Человек и его окрестности | страница 102
Во время следующей демонстрации он уже заранее держал себя в руках, да и колонна, в которой он шел, больше так не бесновалась. Тогда, в первый раз, они просто проходили довольно близко от Мавзолея.
После окончания университета Заур приехал домой и устроился на работу в республиканский институт истории и этнографии. Это были годы героического разоблачения Хрущевым культа Сталина, его же бестолковых реформ и ослепительных надежд.

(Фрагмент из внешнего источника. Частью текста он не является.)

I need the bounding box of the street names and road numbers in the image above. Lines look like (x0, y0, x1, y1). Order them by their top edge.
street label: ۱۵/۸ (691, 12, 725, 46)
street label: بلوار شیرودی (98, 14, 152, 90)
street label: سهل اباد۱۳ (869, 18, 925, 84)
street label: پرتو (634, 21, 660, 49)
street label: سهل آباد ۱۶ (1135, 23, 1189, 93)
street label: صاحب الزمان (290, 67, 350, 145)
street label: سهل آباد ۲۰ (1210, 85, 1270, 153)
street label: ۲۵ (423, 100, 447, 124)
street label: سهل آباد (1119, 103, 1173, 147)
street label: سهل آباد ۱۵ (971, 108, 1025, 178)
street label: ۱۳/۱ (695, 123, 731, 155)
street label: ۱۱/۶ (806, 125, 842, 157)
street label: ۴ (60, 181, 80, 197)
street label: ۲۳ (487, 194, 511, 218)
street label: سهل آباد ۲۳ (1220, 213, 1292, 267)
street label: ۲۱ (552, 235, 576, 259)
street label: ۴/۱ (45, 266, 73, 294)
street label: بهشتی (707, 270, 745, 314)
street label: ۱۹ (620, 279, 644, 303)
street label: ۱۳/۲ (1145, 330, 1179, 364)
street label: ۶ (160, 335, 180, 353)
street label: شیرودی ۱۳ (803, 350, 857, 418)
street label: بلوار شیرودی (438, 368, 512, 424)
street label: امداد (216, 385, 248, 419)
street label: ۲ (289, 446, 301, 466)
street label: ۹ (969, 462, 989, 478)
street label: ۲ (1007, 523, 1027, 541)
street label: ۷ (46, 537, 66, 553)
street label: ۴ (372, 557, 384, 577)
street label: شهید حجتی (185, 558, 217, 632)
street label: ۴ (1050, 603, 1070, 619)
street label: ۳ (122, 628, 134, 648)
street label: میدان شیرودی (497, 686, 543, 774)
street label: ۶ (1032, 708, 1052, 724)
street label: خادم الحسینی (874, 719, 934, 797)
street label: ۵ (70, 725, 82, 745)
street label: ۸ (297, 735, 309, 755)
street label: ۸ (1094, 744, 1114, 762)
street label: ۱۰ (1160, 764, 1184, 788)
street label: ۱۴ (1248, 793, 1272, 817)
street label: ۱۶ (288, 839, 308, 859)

История, считал Заур, — это суд человечества над самим собой. Но в конечном итоге мы занимаемся историей только для того, чтобы понять сегодняшний день. Никакой другой причины нет и не может быть. Но именно поэтому историческое исследование должно быть безупречно точным, а не формой подыгрывания сегодняшнему дню.

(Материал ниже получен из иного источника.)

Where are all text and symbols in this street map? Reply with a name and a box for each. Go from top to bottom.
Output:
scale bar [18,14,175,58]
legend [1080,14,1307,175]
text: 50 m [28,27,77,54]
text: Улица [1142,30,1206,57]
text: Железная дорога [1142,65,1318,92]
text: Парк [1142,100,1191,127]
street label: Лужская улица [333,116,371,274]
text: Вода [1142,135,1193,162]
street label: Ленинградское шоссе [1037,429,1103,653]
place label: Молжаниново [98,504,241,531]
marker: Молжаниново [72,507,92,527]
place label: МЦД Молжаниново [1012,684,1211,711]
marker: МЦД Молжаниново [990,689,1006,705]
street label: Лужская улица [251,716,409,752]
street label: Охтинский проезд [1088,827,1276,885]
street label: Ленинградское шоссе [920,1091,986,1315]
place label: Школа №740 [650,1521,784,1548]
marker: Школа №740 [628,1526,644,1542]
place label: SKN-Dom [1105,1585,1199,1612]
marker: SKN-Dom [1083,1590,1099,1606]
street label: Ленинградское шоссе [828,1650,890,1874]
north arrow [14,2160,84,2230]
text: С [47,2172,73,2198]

А если человек занимается историей для того, чтобы уйти от сегодняшнего дня, то это значит, что он так понял сегодняшний день. Заур не считал такой путь вовсе бесплодным, но считал его духовно немужественным и потому постыдным для себя.

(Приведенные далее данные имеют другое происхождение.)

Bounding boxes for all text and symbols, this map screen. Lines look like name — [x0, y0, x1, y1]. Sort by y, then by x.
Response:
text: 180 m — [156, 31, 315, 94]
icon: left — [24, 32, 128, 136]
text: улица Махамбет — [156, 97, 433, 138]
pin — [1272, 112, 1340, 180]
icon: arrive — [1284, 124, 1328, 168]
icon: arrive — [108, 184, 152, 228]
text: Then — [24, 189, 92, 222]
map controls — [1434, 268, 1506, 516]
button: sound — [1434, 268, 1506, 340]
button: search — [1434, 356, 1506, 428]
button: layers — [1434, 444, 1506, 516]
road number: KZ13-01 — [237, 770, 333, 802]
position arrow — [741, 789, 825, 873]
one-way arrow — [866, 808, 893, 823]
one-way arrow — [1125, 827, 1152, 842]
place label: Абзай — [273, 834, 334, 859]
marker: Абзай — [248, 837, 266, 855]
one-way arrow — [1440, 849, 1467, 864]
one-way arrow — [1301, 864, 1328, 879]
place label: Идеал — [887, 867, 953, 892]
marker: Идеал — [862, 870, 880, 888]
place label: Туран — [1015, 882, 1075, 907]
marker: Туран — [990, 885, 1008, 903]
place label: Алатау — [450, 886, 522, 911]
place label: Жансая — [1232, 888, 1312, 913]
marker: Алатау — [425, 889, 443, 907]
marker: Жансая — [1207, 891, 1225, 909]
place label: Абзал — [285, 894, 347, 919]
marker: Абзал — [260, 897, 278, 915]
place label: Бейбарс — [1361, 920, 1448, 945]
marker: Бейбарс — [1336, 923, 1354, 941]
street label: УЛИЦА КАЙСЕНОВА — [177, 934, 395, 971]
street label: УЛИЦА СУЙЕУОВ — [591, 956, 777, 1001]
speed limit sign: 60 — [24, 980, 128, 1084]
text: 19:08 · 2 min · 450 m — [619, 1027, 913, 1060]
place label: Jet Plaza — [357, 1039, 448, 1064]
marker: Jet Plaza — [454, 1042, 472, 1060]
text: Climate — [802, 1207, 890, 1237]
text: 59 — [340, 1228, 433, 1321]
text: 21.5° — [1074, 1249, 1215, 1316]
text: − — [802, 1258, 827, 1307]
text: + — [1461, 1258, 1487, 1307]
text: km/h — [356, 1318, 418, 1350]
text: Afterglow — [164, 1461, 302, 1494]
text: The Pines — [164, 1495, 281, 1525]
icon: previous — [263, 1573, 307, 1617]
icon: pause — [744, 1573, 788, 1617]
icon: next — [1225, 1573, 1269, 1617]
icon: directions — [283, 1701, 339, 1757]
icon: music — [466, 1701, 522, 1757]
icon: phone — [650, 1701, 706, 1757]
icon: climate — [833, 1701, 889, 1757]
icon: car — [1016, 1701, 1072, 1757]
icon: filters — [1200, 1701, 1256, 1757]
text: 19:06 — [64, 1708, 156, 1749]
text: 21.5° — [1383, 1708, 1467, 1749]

Он хотел заняться историей Абхазии с начала нашей эры до падения Византийской империи. Его интересовали не только многообразия отношений империи с малым народом, он также хотел понять историю светлых пятен в истории. Промежутки достаточно благополучного существования народа случайно уничтожались или сами промежутки благополучия были достаточно случайны?
Устойчивая кристаллизация народного сообщества внутри нравственных законов возможна ли вообще, или кристаллизация всегда частична и развал предопределен хроническим малокровием нравственной природы человека?
Смывание цивилизацией культурного слоя этических традиций народа Заур воспринимал с такой болью, как будто с него, живого, сдирали шкуру. Мы живем в эпоху, думал Заур, плешивых и полуоплешивевших народов.
Очарование патриархального домашнего очага, которое Заур еще застал, с его естественной многоступенчатостью отношений (старший, младший, невестка, сосед, гость) и полной свободой внутри этой многоступенчатости, где, как в оркестре, каждый знает свою партию и вступает в игру именно там, где ему надо вступить, и замолкает там, где голос его не нужен для звучания оркестра, взаимосогревающее понимание каждым роли каждого в оркестре, как бы негласное признание личностной ценности каждого, где вовремя замолкший так же хорош, как и вовремя вступивший в беседу, где самоотверженность промолчавшего тоже не осталась незамеченной, очарование этого богатства отношений — чем заменила современная жизнь?